Stored items:
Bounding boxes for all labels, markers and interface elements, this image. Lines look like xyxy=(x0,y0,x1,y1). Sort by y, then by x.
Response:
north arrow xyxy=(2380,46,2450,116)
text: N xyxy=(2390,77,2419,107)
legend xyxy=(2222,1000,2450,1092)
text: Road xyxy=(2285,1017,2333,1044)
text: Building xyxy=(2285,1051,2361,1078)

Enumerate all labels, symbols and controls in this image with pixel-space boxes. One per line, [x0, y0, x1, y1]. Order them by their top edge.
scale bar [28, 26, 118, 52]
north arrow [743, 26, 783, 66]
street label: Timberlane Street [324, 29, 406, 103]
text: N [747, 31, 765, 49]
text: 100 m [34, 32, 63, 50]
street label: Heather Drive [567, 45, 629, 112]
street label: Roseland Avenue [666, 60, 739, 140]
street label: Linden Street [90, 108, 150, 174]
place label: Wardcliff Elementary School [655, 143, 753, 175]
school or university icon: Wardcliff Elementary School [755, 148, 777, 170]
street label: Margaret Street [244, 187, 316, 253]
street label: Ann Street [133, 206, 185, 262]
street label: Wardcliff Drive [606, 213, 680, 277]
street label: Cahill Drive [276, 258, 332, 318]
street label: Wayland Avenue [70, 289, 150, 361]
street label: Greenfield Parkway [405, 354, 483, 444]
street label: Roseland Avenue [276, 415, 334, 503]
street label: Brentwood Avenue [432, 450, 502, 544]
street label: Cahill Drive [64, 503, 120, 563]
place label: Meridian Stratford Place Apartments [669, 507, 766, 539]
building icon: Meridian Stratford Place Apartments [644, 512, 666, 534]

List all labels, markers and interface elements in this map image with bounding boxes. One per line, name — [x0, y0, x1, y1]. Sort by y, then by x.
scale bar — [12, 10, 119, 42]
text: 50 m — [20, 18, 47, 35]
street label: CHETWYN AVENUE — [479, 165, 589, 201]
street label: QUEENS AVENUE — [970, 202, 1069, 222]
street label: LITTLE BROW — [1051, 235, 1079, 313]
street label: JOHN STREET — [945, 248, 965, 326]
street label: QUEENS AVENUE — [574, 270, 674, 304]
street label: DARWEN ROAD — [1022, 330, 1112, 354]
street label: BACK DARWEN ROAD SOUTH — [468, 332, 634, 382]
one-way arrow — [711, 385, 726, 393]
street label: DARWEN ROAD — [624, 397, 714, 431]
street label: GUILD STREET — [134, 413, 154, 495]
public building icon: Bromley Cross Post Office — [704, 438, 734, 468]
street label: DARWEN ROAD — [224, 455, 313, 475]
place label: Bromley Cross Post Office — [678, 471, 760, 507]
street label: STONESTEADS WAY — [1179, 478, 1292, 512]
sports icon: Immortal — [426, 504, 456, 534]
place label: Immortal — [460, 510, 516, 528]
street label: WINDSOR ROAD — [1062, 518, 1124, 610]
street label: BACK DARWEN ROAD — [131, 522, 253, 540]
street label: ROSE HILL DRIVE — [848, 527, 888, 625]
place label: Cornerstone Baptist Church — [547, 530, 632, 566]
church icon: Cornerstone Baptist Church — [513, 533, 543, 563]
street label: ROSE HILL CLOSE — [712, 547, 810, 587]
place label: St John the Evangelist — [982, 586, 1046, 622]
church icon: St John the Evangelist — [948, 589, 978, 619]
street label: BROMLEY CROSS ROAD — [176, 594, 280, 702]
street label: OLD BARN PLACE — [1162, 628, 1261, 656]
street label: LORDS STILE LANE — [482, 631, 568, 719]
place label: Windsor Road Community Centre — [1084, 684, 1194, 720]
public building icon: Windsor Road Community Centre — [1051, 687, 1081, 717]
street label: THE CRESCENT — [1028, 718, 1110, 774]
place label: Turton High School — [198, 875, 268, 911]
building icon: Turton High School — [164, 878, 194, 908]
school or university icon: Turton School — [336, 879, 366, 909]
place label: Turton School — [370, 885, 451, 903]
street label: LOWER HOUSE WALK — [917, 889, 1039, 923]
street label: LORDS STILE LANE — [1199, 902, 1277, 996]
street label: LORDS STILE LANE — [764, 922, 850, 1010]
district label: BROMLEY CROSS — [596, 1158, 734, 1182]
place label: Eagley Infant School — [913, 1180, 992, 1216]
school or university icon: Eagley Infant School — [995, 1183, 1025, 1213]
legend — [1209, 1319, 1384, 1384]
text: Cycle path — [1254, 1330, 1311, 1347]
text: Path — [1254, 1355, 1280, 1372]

→ What the task requires: Only lines of the data holding the word "QUEENS" go in the answer. Please copy each of them.

→ Written response:
street label: QUEENS AVENUE — [970, 202, 1069, 222]
street label: QUEENS AVENUE — [574, 270, 674, 304]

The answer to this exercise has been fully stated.